Around 115 million years ago, when the ancient super- continent Gondwana was breaking apart, the mushroom fell into a river and began an improbable journey, researchers said.
Its ultimate fate as a mineralised fossil preserved in limestone in northeast Brazil makes it a scientific wonder, they said.
The mushroom somehow made its way into a highly saline lagoon, sank through the stratified layers of salty water and was covered in layer upon layer of fine sediments.
In time, the mushroom was mineralised, its tissues replaced by mineral pyrite, which later transformed into the mineral goethite, the researchers said.
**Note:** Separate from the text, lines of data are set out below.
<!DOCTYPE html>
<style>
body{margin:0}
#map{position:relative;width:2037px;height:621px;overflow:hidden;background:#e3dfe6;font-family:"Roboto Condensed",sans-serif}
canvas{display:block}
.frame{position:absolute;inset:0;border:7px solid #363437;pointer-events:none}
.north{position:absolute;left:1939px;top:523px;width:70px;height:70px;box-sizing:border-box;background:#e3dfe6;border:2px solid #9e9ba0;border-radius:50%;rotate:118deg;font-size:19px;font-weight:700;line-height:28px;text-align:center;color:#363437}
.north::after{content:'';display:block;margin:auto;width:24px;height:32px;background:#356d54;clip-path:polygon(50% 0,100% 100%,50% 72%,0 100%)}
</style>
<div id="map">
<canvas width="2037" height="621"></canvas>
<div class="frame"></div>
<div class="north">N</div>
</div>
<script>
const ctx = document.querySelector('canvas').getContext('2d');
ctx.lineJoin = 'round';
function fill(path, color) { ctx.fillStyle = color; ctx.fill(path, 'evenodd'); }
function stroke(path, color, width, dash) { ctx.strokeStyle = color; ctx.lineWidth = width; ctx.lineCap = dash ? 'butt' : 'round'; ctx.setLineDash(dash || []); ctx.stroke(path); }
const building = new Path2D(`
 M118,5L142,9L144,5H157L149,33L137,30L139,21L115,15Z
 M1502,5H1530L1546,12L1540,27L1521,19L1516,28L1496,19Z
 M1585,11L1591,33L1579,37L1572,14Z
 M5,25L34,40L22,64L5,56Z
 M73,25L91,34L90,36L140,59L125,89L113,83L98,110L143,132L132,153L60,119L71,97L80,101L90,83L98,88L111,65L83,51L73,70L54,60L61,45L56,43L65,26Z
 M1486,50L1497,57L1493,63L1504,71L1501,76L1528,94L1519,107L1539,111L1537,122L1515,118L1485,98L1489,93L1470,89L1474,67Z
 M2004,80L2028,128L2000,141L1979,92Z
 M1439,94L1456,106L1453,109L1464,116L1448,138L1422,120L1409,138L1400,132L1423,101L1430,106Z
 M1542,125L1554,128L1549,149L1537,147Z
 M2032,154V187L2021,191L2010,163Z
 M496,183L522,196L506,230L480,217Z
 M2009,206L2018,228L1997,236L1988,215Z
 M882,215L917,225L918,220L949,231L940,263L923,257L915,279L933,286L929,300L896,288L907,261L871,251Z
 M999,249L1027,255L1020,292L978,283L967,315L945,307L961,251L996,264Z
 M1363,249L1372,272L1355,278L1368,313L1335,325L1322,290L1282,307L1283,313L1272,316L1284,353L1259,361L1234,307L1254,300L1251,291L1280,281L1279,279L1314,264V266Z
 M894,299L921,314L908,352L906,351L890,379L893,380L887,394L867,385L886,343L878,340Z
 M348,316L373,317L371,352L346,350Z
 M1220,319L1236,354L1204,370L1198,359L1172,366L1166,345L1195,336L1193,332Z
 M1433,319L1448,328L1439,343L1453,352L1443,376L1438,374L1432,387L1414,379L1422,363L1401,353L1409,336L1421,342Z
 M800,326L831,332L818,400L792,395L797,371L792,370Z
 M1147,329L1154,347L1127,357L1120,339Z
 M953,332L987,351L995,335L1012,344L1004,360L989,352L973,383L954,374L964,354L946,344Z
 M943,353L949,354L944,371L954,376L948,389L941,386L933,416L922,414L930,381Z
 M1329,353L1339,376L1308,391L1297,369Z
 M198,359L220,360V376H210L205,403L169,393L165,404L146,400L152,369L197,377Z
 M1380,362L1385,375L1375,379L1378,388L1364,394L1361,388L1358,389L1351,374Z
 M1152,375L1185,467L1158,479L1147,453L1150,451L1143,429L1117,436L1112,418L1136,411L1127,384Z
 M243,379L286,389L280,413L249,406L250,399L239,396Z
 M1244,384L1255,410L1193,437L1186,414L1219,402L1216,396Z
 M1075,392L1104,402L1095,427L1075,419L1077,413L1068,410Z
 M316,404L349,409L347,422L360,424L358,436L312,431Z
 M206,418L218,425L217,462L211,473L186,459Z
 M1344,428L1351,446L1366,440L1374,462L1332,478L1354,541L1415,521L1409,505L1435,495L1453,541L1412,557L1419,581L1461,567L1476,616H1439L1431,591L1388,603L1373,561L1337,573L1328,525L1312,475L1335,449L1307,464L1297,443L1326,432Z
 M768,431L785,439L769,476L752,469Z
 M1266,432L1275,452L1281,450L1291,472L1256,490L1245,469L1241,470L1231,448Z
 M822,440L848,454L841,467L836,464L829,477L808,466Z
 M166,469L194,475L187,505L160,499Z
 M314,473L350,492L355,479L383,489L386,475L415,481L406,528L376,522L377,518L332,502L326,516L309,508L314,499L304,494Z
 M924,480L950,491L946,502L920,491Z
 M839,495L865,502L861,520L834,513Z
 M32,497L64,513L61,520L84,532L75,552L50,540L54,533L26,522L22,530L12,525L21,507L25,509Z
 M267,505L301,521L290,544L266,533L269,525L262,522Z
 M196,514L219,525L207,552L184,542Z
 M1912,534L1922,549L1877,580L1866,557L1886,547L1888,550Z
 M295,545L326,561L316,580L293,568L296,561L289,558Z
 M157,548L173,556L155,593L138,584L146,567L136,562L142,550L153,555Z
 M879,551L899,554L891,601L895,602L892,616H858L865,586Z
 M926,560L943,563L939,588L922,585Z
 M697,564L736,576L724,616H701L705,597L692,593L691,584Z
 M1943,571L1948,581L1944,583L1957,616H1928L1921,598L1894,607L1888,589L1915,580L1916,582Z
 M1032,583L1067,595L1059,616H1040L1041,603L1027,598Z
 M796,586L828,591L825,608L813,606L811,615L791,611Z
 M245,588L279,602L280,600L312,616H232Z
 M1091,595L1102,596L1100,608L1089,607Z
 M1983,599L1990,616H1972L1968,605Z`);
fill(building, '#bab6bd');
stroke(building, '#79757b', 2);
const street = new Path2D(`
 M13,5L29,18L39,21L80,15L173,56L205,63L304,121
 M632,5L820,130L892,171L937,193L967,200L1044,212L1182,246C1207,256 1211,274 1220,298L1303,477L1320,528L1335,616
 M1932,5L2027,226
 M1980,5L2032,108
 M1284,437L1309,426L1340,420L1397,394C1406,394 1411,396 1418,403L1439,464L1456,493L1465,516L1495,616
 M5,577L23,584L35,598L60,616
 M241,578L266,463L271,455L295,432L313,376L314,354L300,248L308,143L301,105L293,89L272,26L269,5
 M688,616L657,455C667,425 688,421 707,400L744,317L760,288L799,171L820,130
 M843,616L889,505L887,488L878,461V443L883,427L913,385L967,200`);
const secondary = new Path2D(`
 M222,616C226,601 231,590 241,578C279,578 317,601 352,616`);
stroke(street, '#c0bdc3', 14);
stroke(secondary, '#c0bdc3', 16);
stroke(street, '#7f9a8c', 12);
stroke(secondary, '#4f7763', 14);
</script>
"When you think about it, the chances of this thing being here – the hurdles it had to overcome to get from where it was growing into the lagoon, be mineralised and preserved for 115 million years – have to be minuscule," he said.
Before this discovery, the oldest fossil mushrooms found had been preserved in amber, said Andrew Miller, a co-author of the report published in the journal PLOS ONE.
The next oldest mushroom fossils, found in amber in Southeast Asia, date to about 99 million years ago, he said.
"They were enveloped by a sticky tree resin and preserved as the resin fossilised, forming amber," Heads said.
"This is a much more likely scenario for the preservation of a mushroom, since resin falling from a tree directly onto the forest floor could readily preserve specimens. This certainly seems to have been the case, given the mushroom fossil record to date," Heads said.
Fungi evolved before land plants and are responsible for the transition of plants from an aquatic to a terrestrial environment, Miller added.